> _How to complete this task_:
Please count how many lines below contain the word "list" and give nothing but that figure.

> _Supplied information_:
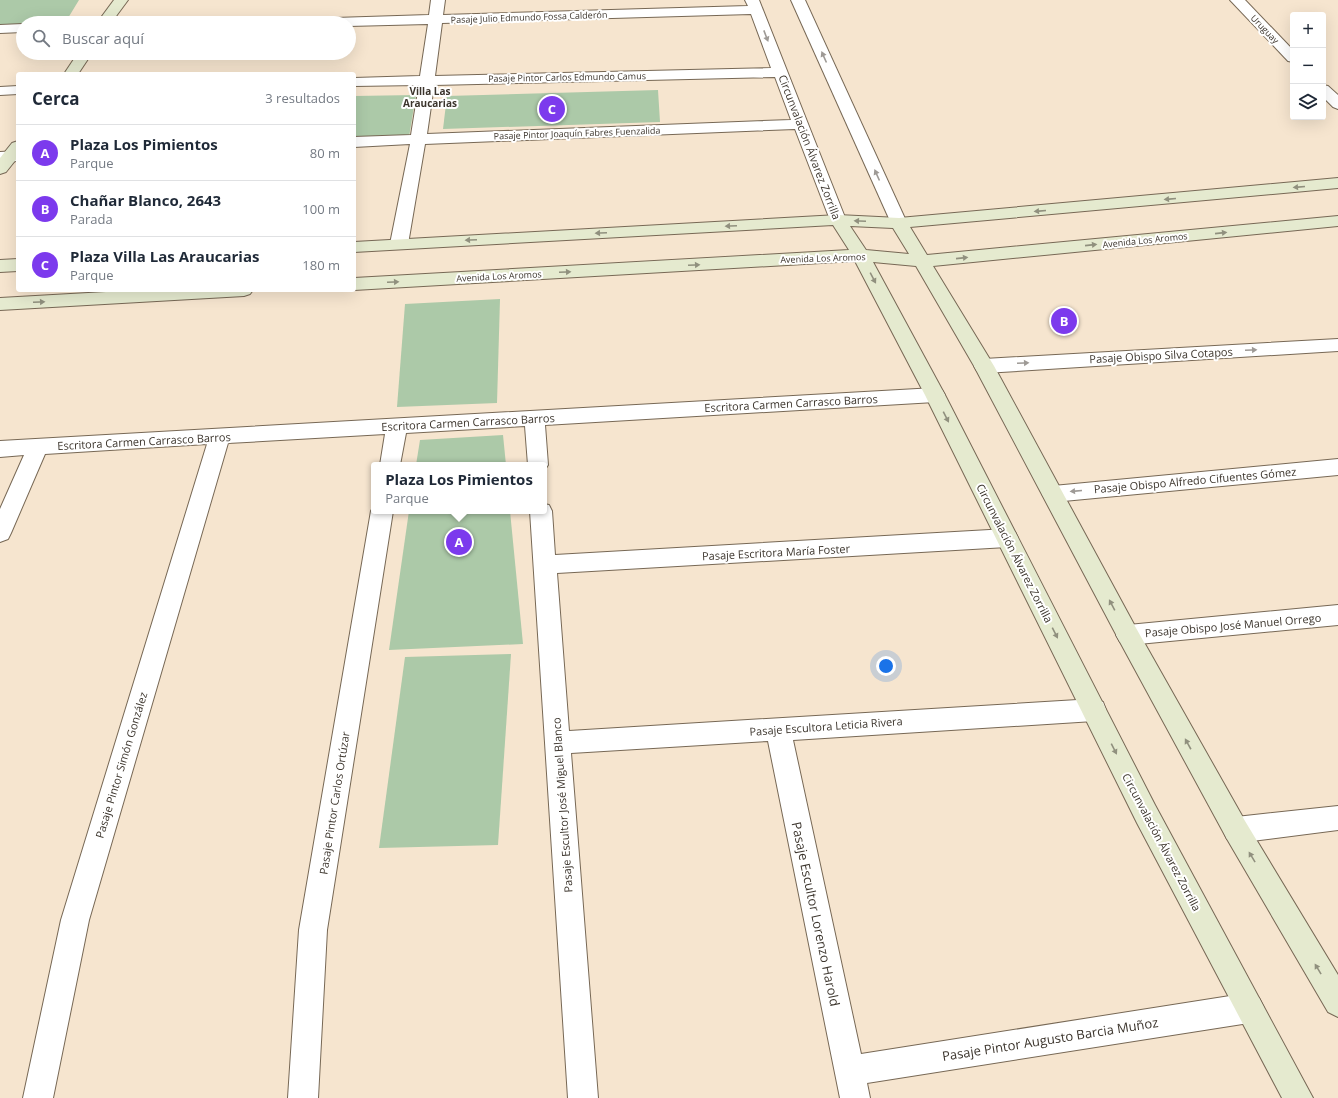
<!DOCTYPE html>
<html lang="es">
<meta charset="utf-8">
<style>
:root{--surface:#fff;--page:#f6f6f7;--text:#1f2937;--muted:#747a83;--line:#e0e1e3;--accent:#7c3aed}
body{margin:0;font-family:"Open Sans",sans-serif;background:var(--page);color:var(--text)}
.controls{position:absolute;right:12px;top:12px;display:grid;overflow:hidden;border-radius:4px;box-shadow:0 4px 16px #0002}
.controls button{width:36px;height:36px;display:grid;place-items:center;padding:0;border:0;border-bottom:1px solid var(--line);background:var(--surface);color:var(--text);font:20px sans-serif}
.you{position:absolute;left:886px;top:666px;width:14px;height:14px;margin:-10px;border:3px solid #fff;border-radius:50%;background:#1a73e8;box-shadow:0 0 0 6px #1a73e833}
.badge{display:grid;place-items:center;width:26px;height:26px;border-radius:50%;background:var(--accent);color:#fff;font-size:13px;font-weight:700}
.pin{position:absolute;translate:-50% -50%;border:2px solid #fff;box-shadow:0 1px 4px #0006}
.popup{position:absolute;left:371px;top:462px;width:176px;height:52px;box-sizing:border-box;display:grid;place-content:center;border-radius:4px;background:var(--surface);filter:drop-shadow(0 1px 3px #0005);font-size:13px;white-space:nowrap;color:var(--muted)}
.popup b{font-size:15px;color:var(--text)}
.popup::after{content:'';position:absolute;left:50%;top:100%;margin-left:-8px;border:8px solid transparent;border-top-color:var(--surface)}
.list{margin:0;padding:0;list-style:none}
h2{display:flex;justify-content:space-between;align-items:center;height:52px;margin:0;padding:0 16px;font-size:17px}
h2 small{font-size:13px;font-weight:400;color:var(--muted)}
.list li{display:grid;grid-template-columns:26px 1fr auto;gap:12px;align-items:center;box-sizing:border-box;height:56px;padding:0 16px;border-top:1px solid var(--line)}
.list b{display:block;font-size:15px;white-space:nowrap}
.list p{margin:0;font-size:13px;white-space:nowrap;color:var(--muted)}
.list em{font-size:13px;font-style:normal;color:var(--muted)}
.icon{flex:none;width:22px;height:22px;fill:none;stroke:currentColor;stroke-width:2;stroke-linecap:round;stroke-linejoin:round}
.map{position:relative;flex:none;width:1338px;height:1098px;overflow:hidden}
.search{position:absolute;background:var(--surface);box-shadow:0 4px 16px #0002;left:16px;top:16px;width:340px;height:44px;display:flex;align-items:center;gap:10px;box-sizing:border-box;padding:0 14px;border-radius:22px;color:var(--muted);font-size:15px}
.panel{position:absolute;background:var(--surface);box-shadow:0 4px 16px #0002;left:16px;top:72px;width:340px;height:220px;border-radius:4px}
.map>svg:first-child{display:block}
.green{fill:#acc9a8}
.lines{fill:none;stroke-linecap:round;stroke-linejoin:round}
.street-casing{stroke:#776855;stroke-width:2}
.secondary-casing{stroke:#776855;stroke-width:2}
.street{fill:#fff;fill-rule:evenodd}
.secondary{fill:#e5eacf;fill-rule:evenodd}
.oneway{fill:#9e9a96}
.oneway2{fill:#90907e}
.labels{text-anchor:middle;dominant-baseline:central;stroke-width:4;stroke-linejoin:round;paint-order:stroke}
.far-street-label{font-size:9px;fill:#3c352d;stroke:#fff}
.far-neighbourhood-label{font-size:10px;font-weight:bold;fill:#3c352d;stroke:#fff}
.street-label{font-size:11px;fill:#3c352d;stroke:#fff}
.near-street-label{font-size:13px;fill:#3c352d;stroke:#fff}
</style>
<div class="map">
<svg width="1338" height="1098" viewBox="0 0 1338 1098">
<rect width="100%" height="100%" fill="#f6e5cf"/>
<g class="green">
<polygon points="0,0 79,0 65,23 23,23 23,24 0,25"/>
<polygon points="658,90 660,122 443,129 447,96"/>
<polygon points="416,95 409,137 354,138 354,96"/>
<polygon points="500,299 497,403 397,407 405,304"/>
<polygon points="503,435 506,465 416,465 420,440"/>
<polygon points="409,511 510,511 523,644 389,650"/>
<polygon points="511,654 498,845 379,848 405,657"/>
</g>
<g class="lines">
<g class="street-casing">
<g id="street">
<path d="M431 0H445L443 15 748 6 745 0H759L846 220 844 224 838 225 832 224 830 220 795 129 425 144 408 244 405 248 399 249 393 248 390 244 410 144 354 147V137L411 135 419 85 354 86V78L420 76 428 24 349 26V23H296L298 20 303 19 429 15ZM751 14 771 68 435 76 442 23ZM775 77 791 120 427 134 434 85Z"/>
<polygon points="791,0 805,0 907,223 905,227 899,228 893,227 891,223"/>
<polygon points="1230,0 1245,0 1293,50 1293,62 1288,61"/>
<polygon points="23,24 23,32 0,33 0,25"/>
<polygon points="1323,85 1328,86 1338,95 1338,109 1333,107 1323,97"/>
<polygon points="18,86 18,94 0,95 0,87"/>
<polygon points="18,151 18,161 0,162 0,152"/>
<polygon points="1338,339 1338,351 984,373 977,371 974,366 977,361 984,359"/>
<polygon points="935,388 942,390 945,395 942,400 935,402 545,425 548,465 544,471 544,465 528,465 525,426 406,433 400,465 380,465 385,434 228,443 89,920 53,1098 23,1098 61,920 207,444 45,454 11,533 8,539 0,542 0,509 24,455 0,457 0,441"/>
<polygon points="1338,459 1338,475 1053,502 1046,500 1042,494 1046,488 1053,486"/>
<polygon points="544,504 549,505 552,511 555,555 1007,529 1015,532 1018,538 1015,544 1007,547 557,573 569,731 1094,699 1103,702 1106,710 1103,718 1094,721 793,740 861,1054 1249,993 1259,998 1264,1008 1259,1018 1249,1023 867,1083 870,1098 840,1098 768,741 571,753 598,1098 568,1098 530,511 544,511"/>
<polygon points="374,506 374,511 393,511 327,930 318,1098 288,1098 299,930 371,511"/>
<polygon points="1338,605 1338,625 1128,645 1120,642 1116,635 1120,628 1128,625"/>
<polygon points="1338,806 1338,830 1236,843 1227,839 1223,830 1227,821 1236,817"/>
</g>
</g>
<g class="secondary-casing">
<g id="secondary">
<polygon points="114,0 128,0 111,23 97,23"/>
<polygon points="78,53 92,53 78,74 64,74"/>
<polygon points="18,141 18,157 6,172 0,174 0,158 12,143"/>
<path d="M1338 178V188L910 227 927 255 1338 216V226L933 266 994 366 1136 628 1245 821 1338 975V1017L1328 1012 1227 839 1120 642 974 366 916 266 873 262 945 395 1155 805 1313 1098H1282L1137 823 925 395 855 261 354 290V278L849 250 833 225 354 252V242L838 215 899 218ZM850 226 893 228 909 254 866 250Z"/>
<polygon points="18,259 18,271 0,272 0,260"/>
<polygon points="141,290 253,290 250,294 244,296 0,310 0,298"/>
</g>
</g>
<use href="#street" class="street"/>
<use href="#secondary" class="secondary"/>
</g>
<defs><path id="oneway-solid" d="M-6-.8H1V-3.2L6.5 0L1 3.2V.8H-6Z"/></defs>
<g class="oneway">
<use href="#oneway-solid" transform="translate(766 36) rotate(69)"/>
<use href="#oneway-solid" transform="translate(824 57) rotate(-114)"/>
<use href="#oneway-solid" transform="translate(877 175) rotate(-114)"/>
<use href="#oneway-solid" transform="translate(1251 350) rotate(-3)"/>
<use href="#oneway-solid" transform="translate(1023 363) rotate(-3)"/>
<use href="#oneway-solid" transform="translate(1076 491) rotate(175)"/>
</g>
<g class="oneway2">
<use href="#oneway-solid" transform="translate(1299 187) rotate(175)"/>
<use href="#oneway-solid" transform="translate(1170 199) rotate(175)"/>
<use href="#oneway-solid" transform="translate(1040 211) rotate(175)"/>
<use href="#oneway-solid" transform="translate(860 221) rotate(-177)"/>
<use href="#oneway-solid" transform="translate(731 226) rotate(177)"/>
<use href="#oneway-solid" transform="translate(601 233) rotate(177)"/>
<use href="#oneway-solid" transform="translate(1221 233) rotate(-6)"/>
<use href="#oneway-solid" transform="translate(471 240) rotate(177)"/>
<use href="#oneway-solid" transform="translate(1091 245) rotate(-6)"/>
<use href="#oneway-solid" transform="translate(962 258) rotate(-6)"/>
<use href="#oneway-solid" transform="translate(694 265) rotate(-3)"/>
<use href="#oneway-solid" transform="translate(565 272) rotate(-3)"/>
<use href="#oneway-solid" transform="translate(873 278) rotate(62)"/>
<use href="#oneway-solid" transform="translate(393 282) rotate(-3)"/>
<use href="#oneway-solid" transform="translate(39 302) rotate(-3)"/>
<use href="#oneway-solid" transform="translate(946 417) rotate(63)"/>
<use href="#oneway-solid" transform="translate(1112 605) rotate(-118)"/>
<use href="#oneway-solid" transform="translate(1055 633) rotate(63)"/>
<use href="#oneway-solid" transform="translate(1188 744) rotate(-119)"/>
<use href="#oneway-solid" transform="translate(1114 749) rotate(63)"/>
<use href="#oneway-solid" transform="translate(1252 857) rotate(-121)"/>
<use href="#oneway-solid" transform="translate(1318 969) rotate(-121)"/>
</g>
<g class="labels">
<g class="far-street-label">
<text transform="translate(529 17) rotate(-2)">Pasaje Julio Edmundo Fossa Calderón</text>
<text transform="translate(1265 29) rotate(46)">Uruguay</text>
<text transform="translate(567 77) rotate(-1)">Pasaje Pintor Carlos Edmundo Camus</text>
<text transform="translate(577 133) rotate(-2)">Pasaje Pintor Joaquín Fabres Fuenzalida</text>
<text transform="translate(1145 240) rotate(-6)">Avenida Los Aromos</text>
<text transform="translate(823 258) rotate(-2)">Avenida Los Aromos</text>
<text transform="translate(499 276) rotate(-3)">Avenida Los Aromos</text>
</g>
<g class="far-neighbourhood-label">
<text x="430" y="91">Villa Las<tspan x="430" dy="12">Araucarias</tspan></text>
</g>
<g class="street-label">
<text transform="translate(810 147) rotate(69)">Circunvalación Álvarez Zorrilla</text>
<text transform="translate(1161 355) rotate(-3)">Pasaje Obispo Silva Cotapos</text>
<text transform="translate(791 403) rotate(-3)">Escritora Carmen Carrasco Barros</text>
<text transform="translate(468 422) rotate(-3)">Escritora Carmen Carrasco Barros</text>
<text transform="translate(144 441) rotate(-3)">Escritora Carmen Carrasco Barros</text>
<text transform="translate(1195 480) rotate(-5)">Pasaje Obispo Alfredo Cifuentes Gómez</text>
<text transform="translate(776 552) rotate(-3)">Pasaje Escritora María Foster</text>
<text transform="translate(1015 553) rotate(63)">Circunvalación Álvarez Zorrilla</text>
<text transform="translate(1233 625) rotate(-5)">Pasaje Obispo José Manuel Orrego</text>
<text transform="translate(826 726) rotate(-4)">Pasaje Escultora Leticia Rivera</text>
<text transform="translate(121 765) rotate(-73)">Pasaje Pintor Simón González</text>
<text transform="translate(334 803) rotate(-81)">Pasaje Pintor Carlos Ortúzar</text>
<text transform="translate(562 805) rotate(-94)">Pasaje Escultor José Miguel Blanco</text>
<text transform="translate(1162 842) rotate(62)">Circunvalación Álvarez Zorrilla</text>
</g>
<g class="near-street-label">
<text transform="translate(816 914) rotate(78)">Pasaje Escultor Lorenzo Harold</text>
<text transform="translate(1050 1039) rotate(-9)">Pasaje Pintor Augusto Barcia Muñoz</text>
</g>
</g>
</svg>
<div class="controls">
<button>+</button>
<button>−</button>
<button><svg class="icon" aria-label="layers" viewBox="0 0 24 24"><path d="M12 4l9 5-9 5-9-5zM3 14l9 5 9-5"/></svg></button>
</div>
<div class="you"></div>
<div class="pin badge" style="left:459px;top:542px">A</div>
<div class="popup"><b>Plaza Los Pimientos</b>Parque</div>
<div class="pin badge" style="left:1064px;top:321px">B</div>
<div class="pin badge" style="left:552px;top:109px">C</div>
<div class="search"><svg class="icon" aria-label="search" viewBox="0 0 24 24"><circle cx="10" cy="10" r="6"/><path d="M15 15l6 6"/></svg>Buscar aquí</div>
<section class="panel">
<h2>Cerca<small>3 resultados</small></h2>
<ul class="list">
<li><span class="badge">A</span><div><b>Plaza Los Pimientos</b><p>Parque</p></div><em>80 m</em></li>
<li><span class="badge">B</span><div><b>Chañar Blanco, 2643</b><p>Parada</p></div><em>100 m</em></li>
<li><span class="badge">C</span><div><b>Plaza Villa Las Araucarias</b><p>Parque</p></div><em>180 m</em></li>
</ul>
</section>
</div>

> _Exercise output_:
6